BEGIN SUPPLIED DATA
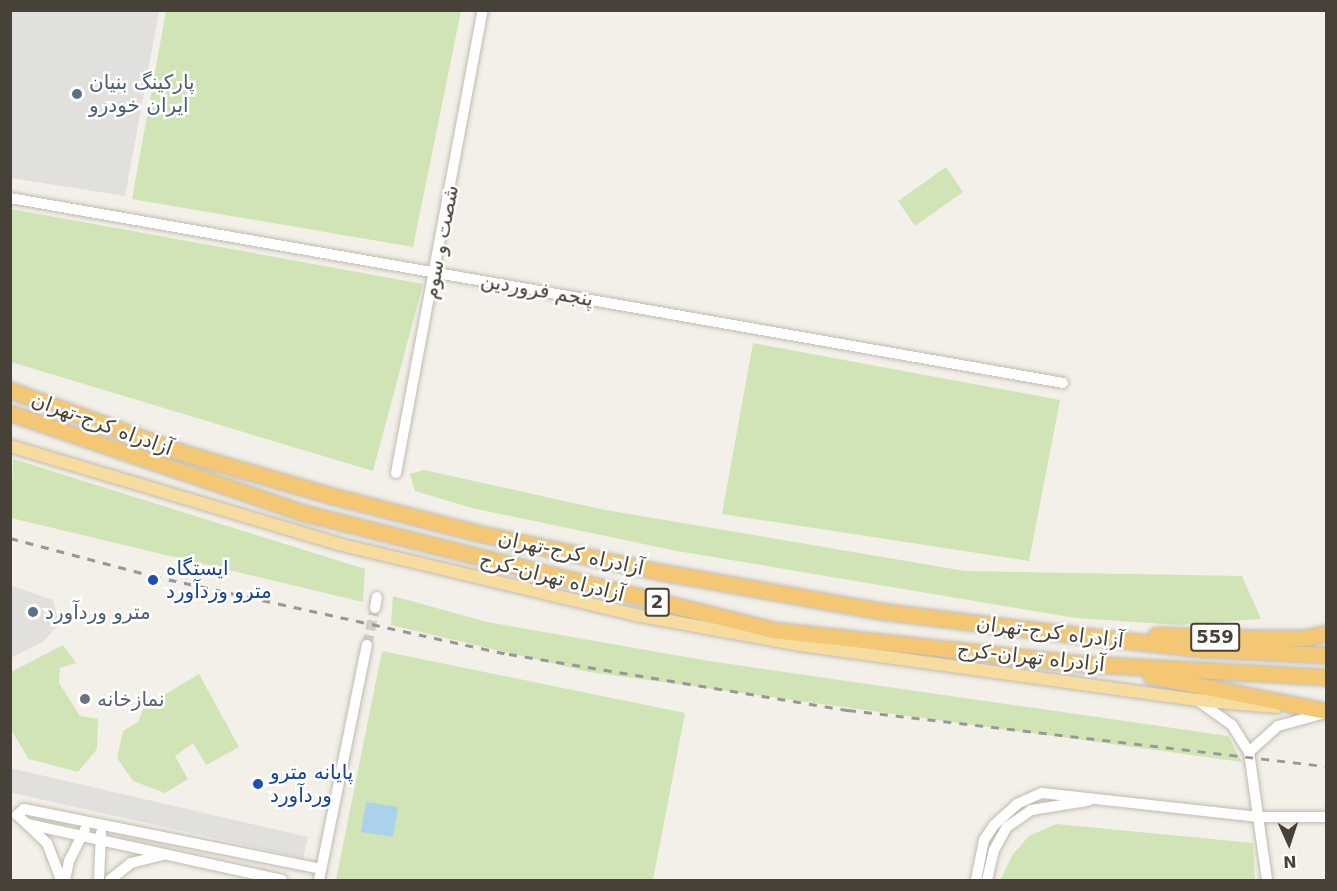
<!DOCTYPE html>
<html>
<head>
<meta charset="utf-8">
<style>
	body { margin:0 }
	#map { position:relative; width:1337px; height:891px; overflow:hidden; background:#f3f0e9; font-family:"DejaVu Sans",Cairo,sans-serif }
	div>[style] { position:absolute }
	.green>* { inset:0; background:#d0e4b5 }
	.parking>* { inset:0; background:#e2e0dd }
	.water>* { inset:0; background:#aad2eb }
	.minor-tunnel>* { height:10px; margin-top:-5px; transform-origin:0; background:repeating-linear-gradient(90deg,#d1cdc6 0 10px,transparent 0 15px) }
	.roads { filter:drop-shadow(0 0 2px #c1bbaf) drop-shadow(0 0 2px #c1bbaf) }
	.minor>* { height:10px; margin:-5px; padding:0 5px; transform-origin:5px; border-radius:5px; background:#fff }
	.major>* { height:12px; margin:-6px; padding:0 6px; transform-origin:6px; border-radius:6px; background:#f7dc9f }
	.highway>* { height:15px; margin:-7.5px; padding:0 7.5px; transform-origin:7.5px; border-radius:7.5px; background:#f3c774 }
	.rail>* { height:3px; margin-top:-1.5px; transform-origin:0; background:repeating-linear-gradient(90deg,#979797 0 8px,transparent 0 16px) }
	.dots>* { width:16px; height:16px; translate:-50% -50%; box-sizing:border-box; border:3px solid #fff; border-radius:50% }
	span { translate:-50% -50%; white-space:nowrap; text-align:center; line-height:1.15; -webkit-text-stroke:5px #fff; paint-order:stroke }
	.shield-label span { padding:2px 4px; background:#fff; border:2px solid; border-radius:4px; -webkit-text-stroke-width:0 }
	.shield-label { font-size:18px; color:#474138; font-weight:700 }
	.service-label { font-size:20px; color:#4e5e75 }
	.left { translate:0 -50%; text-align:left }
	.street-label { font-size:20px; color:#474138 }
	.transit-label { font-size:20px; color:#164399 }
	.worship-label { font-size:20px; color:#5b616d }
	.frame { position:absolute; inset:0; border:12px solid #474138; pointer-events:none }
	.north { position:absolute; left:1259px; top:813px; width:60px; height:60px; -webkit-text-stroke:4px #fff; paint-order:stroke; rotate:177deg; font-size:16px; font-weight:700; line-height:24px; text-align:center; color:#474138 }
	.north::after { content:''; display:block; margin:auto; width:21px; height:27px; background:#474138; clip-path:polygon(50% 0,100% 100%,50% 72%,0 100%) }
</style>
</head>
<body>
<div id="map">
	<div class="green">
		<div style="clip-path:polygon(166px 11px,461px 11px,413px 247px,132px 199px)"></div>
		<div style="clip-path:polygon(946px 167px,963px 192px,915px 226px,898px 201px)"></div>
		<div style="clip-path:polygon(11px 209px,423px 284px,373px 471px,11px 362px)"></div>
		<div style="clip-path:polygon(753px 343px,1060px 400px,1029px 561px,722px 514px)"></div>
		<div style="clip-path:polygon(13px 459px,365px 569px,363px 602px,11px 518px)"></div>
		<div style="clip-path:polygon(424px 470px,600px 509px,965px 571px,1242px 576px,1261px 619px,1179px 625px,1076px 618px,677px 551px,472px 508px,415px 491px,410px 474px)"></div>
		<div style="clip-path:polygon(393px 596px,487px 622px,709px 661px,1228px 736px,1242px 762px,589px 672px,391px 625px)"></div>
		<div style="clip-path:polygon(63px 645px,76px 663px,60px 668px,59px 683px,80px 716px,98px 719px,97px 749px,78px 772px,29px 759px,11px 730px,11px 672px)"></div>
		<div style="clip-path:polygon(382px 651px,685px 713px,653px 880px,336px 880px)"></div>
		<div style="clip-path:polygon(199px 674px,239px 747px,206px 765px,193px 743px,175px 756px,188px 779px,165px 793px,133px 781px,117px 758px,123px 731px,138px 722px,144px 707px)"></div>
		<div style="clip-path:polygon(1056px 824px,1253px 843px,1255px 880px,1000px 880px,1013px 854px,1029px 836px)"></div>
	</div>
	<div class="parking">
		<div style="clip-path:polygon(10px 11px,159px 11px,125px 196px,11px 178px)"></div>
		<div style="clip-path:polygon(10px 585px,53px 600px,59px 624px,43px 642px,11px 658px)"></div>
		<div style="clip-path:polygon(10px 768px,308px 837px,303px 858px,12px 793px)"></div>
	</div>
	<div class="water">
		<div style="clip-path:polygon(366px 802px,398px 807px,393px 837px,361px 832px)"></div>
	</div>
	<div class="minor-tunnel">
		<div style="left:367px;top:645px;width:38px;rotate:-78deg"></div>
	</div>
	<div class="roads">
		<div class="minor">
			<div style="left:10px;top:198px;width:1069px;rotate:9.96deg"></div>
			<div style="left:396px;top:473px;width:471px;rotate:-79.4deg"></div>
			<div style="left:375px;top:608px;width:11px;rotate:-80deg"></div>
			<div style="left:1197px;top:700px;width:43px;rotate:35.5deg"></div>
			<div style="left:1232px;top:725px;width:32px;rotate:58deg"></div>
			<div style="left:1249px;top:752px;width:39px;rotate:-42deg"></div>
			<div style="left:1278px;top:726px;width:49px;rotate:-15.5deg"></div>
			<div style="left:1249px;top:752px;width:129px;rotate:82deg"></div>
			<div style="left:27px;top:824px;width:28px;rotate:44deg"></div>
			<div style="left:47px;top:843px;width:40px;rotate:69deg"></div>
			<div style="left:65px;top:880px;width:19px;rotate:-78deg"></div>
			<div style="left:69px;top:861px;width:35px;rotate:-63deg"></div>
			<div style="left:99px;top:880px;width:47px;rotate:-87.6deg"></div>
			<div style="left:110px;top:880px;width:27px;rotate:-39deg"></div>
			<div style="left:131px;top:863px;width:32px;rotate:-14deg"></div>
			<div style="left:282px;top:880px;width:261px;rotate:-167.6deg"></div>
			<div style="left:27px;top:824px;width:13px;rotate:-138deg"></div>
			<div style="left:17px;top:815px;width:9px;rotate:-41deg"></div>
			<div style="left:24px;top:809px;width:303px;rotate:11.4deg"></div>
			<div style="left:319px;top:880px;width:240px;rotate:-78.5deg"></div>
			<div style="left:976px;top:880px;width:41px;rotate:-78.7deg"></div>
			<div style="left:984px;top:840px;width:18px;rotate:-56deg"></div>
			<div style="left:994px;top:825px;width:31px;rotate:-42deg"></div>
			<div style="left:1017px;top:804px;width:27px;rotate:-24deg"></div>
			<div style="left:1042px;top:793px;width:218px;rotate:6.3deg"></div>
			<div style="left:1259px;top:817px;width:67px"></div>
			<div style="left:987px;top:880px;width:31px;rotate:-77deg"></div>
			<div style="left:994px;top:850px;width:26px;rotate:-61deg"></div>
			<div style="left:1007px;top:827px;width:29px;rotate:-35deg"></div>
			<div style="left:1031px;top:810px;width:58px;rotate:-9deg"></div>
		</div>
		<div class="major">
			<div style="left:10px;top:446px;width:342px;rotate:16.6deg"></div>
			<div style="left:338px;top:544px;width:306px;rotate:13.4deg"></div>
			<div style="left:636px;top:615px;width:167px;rotate:10.4deg"></div>
			<div style="left:800px;top:645px;width:401px;rotate:7.9deg"></div>
			<div style="left:1197px;top:700px;width:79px;rotate:5.1deg"></div>
		</div>
		<div class="highway">
			<div style="left:10px;top:390px;width:185px;rotate:19.9deg"></div>
			<div style="left:184px;top:453px;width:154px;rotate:16.2deg"></div>
			<div style="left:332px;top:496px;width:150px;rotate:14.3deg"></div>
			<div style="left:477px;top:533px;width:188px;rotate:12deg"></div>
			<div style="left:661px;top:572px;width:221px;rotate:10.1deg"></div>
			<div style="left:879px;top:611px;width:139px;rotate:7deg"></div>
			<div style="left:1017px;top:628px;width:185px;rotate:6.5deg"></div>
			<div style="left:1201px;top:649px;width:125px;rotate:2.7deg"></div>
			<div style="left:10px;top:413px;width:311px;rotate:18.8deg"></div>
			<div style="left:304px;top:513px;width:482px;rotate:14deg"></div>
			<div style="left:772px;top:630px;width:316px;rotate:6.2deg"></div>
			<div style="left:1086px;top:664px;width:240px;rotate:3.1deg"></div>
			<div style="left:1156px;top:635px;width:103px;rotate:1.7deg"></div>
			<div style="left:1259px;top:638px;width:46px"></div>
			<div style="left:1305px;top:638px;width:22px;rotate:-13deg"></div>
			<div style="left:1151px;top:676px;width:178px;rotate:11.3deg"></div>
		</div>
	</div>
	<div class="rail">
		<div style="left:10px;top:538px;width:148px;rotate:14.9deg"></div>
		<div style="left:153px;top:576px;width:364px;rotate:12.4deg"></div>
		<div style="left:509px;top:654px;width:344px;rotate:9.4deg"></div>
		<div style="left:848px;top:710px;width:481px;rotate:6.7deg"></div>
	</div>
	<div class="dots">
		<div style="left:77px;top:94px;background:#5c6f8a"></div>
		<div style="left:153px;top:580px;background:#1a4fb4"></div>
		<div style="left:33px;top:612px;background:#5c6f8a"></div>
		<div style="left:85px;top:699px;background:#6b7280"></div>
		<div style="left:258px;top:784px;background:#1a4fb4"></div>
	</div>
	<div class="shield-label">
		<span style="left:657px;top:602px">2</span>
		<span style="left:1215px;top:637px">559</span>
	</div>
	<div class="service-label">
		<span class="left" style="left:89px;top:94px">پارکینگ بنیان<br>ایران خودرو</span>
		<span class="left" style="left:45px;top:612px">مترو وردآورد</span>
	</div>
	<div class="street-label">
		<span style="left:441px;top:242px;rotate:-79deg">شصت و سوم</span>
		<span style="left:537px;top:290px;rotate:10deg">پنجم فروردین</span>
		<span style="left:102px;top:424px;rotate:20deg">آزادراه کرج-تهران</span>
		<span style="left:571px;top:553px;rotate:12deg">آزادراه کرج-تهران</span>
		<span style="left:552px;top:577px;rotate:14deg">آزادراه تهران-کرج</span>
		<span style="left:1050px;top:632px;rotate:7deg">آزادراه کرج-تهران</span>
		<span style="left:1031px;top:657px;rotate:6deg">آزادراه تهران-کرج</span>
	</div>
	<div class="transit-label">
		<span class="left" style="left:166px;top:580px">ایستگاه<br>مترو وردآورد</span>
		<span class="left" style="left:270px;top:784px">پایانه مترو<br>وردآورد</span>
	</div>
	<div class="worship-label">
		<span class="left" style="left:97px;top:699px">نمازخانه</span>
	</div>
	<div class="frame"></div>
	<div class="north">N</div>
</div>
</body>
</html>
END SUPPLIED DATA
Report the count, and only the count, of lines in the records above that contain "minor".

4